Burke prestó toda su atención, mientras Bonfiglio intentaba no hacerlo. Pero incluso él estaba mirando.

– Estos son los cuchillos de carne de Samara -dijo Jaywalker-. Vienen en paquetes de seis o de ocho, nunca en números impares, ¿recuerdas? Uno de ellos terminó detrás de la cisterna de Samara. Eso nos deja siete; y eso deja uno para que el número vuelva a ser par. Ése es el que usó Barry para suicidarse.

– ¿Y después se lo comió? -quiso saber Bonfiglio.

– No -respondió Jaywalker-. Si se lo hubiera comido, Hirsch lo habría encontrado durante la autopsia.

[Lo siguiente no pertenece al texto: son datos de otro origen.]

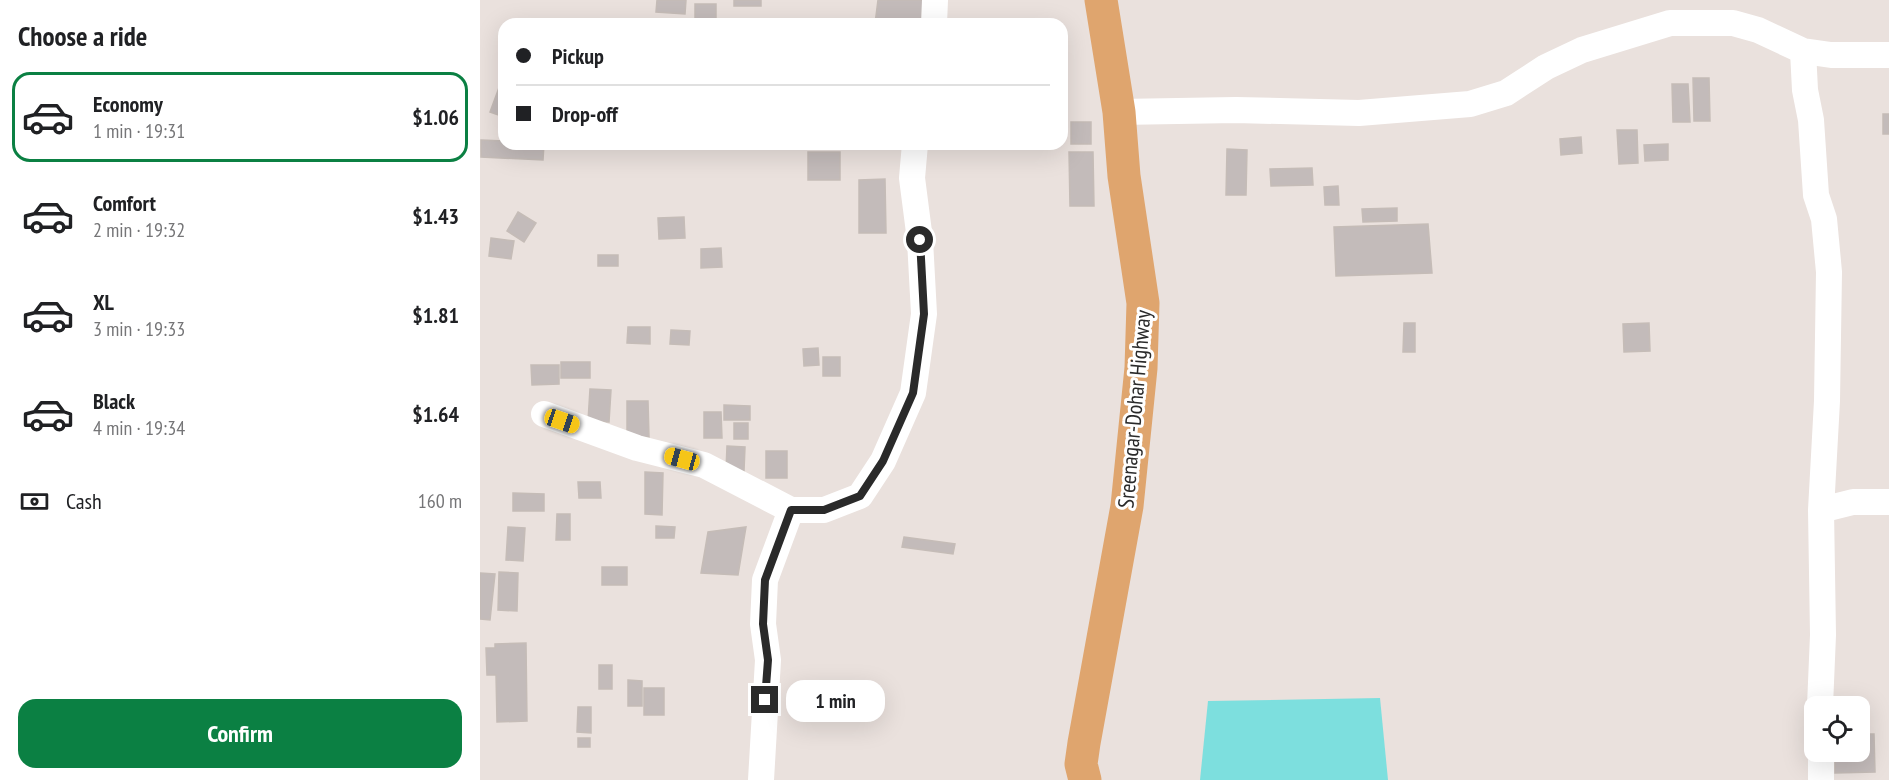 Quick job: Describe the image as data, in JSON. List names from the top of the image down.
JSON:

– Entonces, ¿dónde está? -preguntó Burke.

– Eso no lo sé.

– Bien -dijo Bonfiglio-. Lo tienes todo, salvo lo más importante.

Burke asintió.

– Si resuelves eso, quizá tengamos algo de lo que hablar. Pero sin ello, me temo que…

– Lo sé -dijo Jaywalker-, y de veras que no puedo imaginar cómo se deshizo Barry del cuchillo. Sólo sé esto: con el alcohol y el Seconal en el cuerpo, habría podido soportar el dolor, incluso habría podido sacarse el cuchillo. Me imagino que a Barry le quedaba un minuto en aquel punto antes de desplomarse. Así que el cuchillo tiene que estar por aquí.

– Nosotros registramos concienzudamente este lugar -dijo Bonfiglio-, y también lo hicieron los de la policía científica. Si hubiera un cuchillo, lo habríamos encontrado.

– ¿Como encontrasteis el Seconal que había en el armario de la cocina de Samara?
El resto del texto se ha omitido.